(Adds details, share movement, analyst comments)
By Anuradha Ramanathan
BANGALORE, Sept 26 (Reuters) - Shares of Indevus Pharmaceuticals IDEV.O more than doubled after the company reached a deal with U.S. health regulators to use its existing data for an early re-application seeking marketing approval for its testosterone replacement drug.
The agreement with the U.S. Food and Drug Administration removes the need for more studies and Indevus now plans to apply again for marketing approval in the first quarter of 2009, and launch the drug in the fourth quarter, the company said in a statement.
The company said the FDA also agreed with a number of its labeling plans.
The surge in shares is an “appropriate reaction” and the agreement wipes off any uncertainties investors had about the drug, Nebido, said Gary Nachman, an analyst at Leerink Swann.
“The valuation of the stock, right now, is still not giving full credit for Nebido, which it shouldn’t at this point, given the hiccups that we have had along the way,” Nachman said.
Leerink Swann LLC makes a market in the shares of Indevus.

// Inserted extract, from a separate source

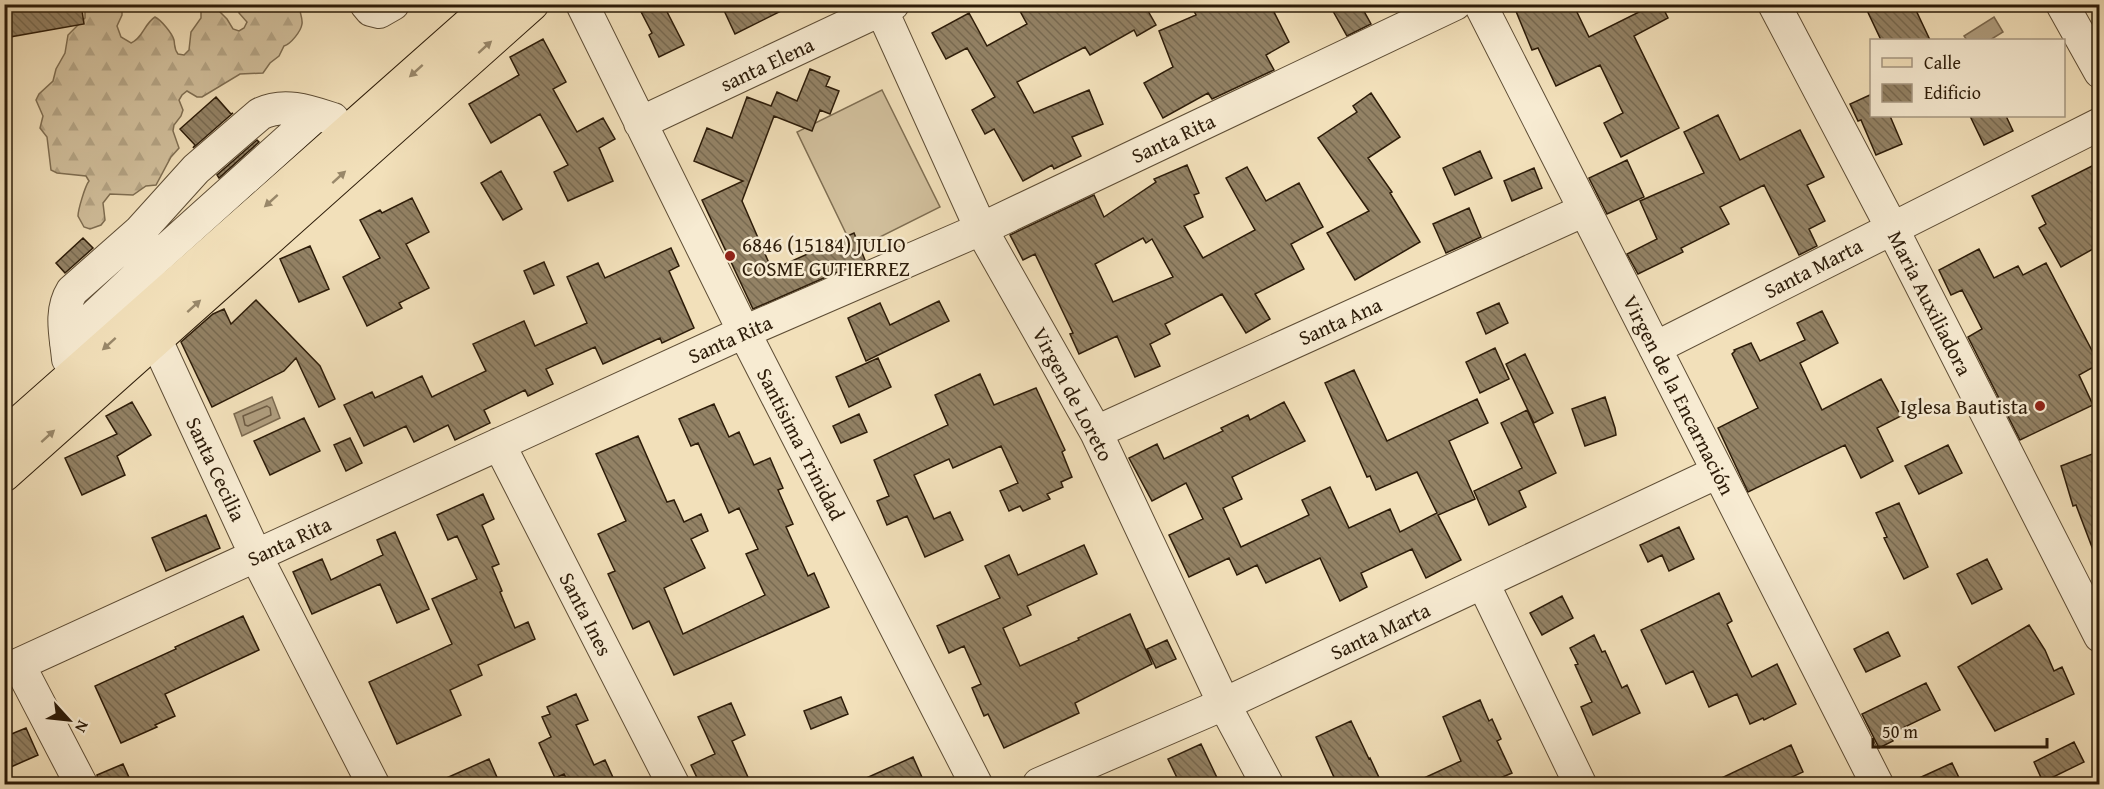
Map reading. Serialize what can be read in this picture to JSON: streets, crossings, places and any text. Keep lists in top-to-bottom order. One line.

Shares of the Lexington, Massachusetts-based company were up $1.94 at $3.67 in afternoon trade on Nasdaq. They rose as much as 120 percent and touched a high of $3.80 earlier in the session.
Analyst Nachman said he expects the company to achieve about $200 million in sales if it launched the product in a timely manner.
Nebido is expected to be the first long-acting testosterone preparation available in the U.S., Indevus said, and expects the introduction of the drug to have a significant positive impact on its business plan.
In June, Indevus received an “approvable letter” from the FDA saying the application for Nebido, a treatment of male hypogonadism, may be approved if the company adequately responded to certain clinical deficiencies.
At that time, Indevus said it would take about 18 months to re-submit the revised new drug application, indicating that the approval of the drug for hypogonadism — an inability of the testicles to produce the hormone testosterone — could be pushed back by two years.
The re-submission database includes experience from over 14,000 injections in more than 2,600 patients, gathered from existing clinical trials conducted in the United States and post-marketing studies conducted in Europe.
The FDA indicated that the number of patients and the number of injections of Nebido, a long-acting preparation of testosterone undecanoate, from existing European and U.S. studies provide an adequate size database, Indevus said.
Separately, Indevus said it signed a licencing agreement with Israel’s Teva Pharmaceuticals Industries Ltd TEVA.O (TEVA.TA) for the exclusive, worldwide rights to Pagoclone, a treatment for stuttering.
Under the agreement, Teva will reimburse the phase IIb study expenses incurred by Indevus, the company said.
After the successful completion of the study, the agreement provides Indevus to participate in a 50:50 basis with Teva in the United States, sharing development and marketing costs and splitting future profits in addition to milestone payments.
Indevus could receive a milestone and reimbursement payment of up to $92.5 million. If converted into a royalty structure, Indevus could also get up to $50.0 million in U.S. based sales threshold milestones.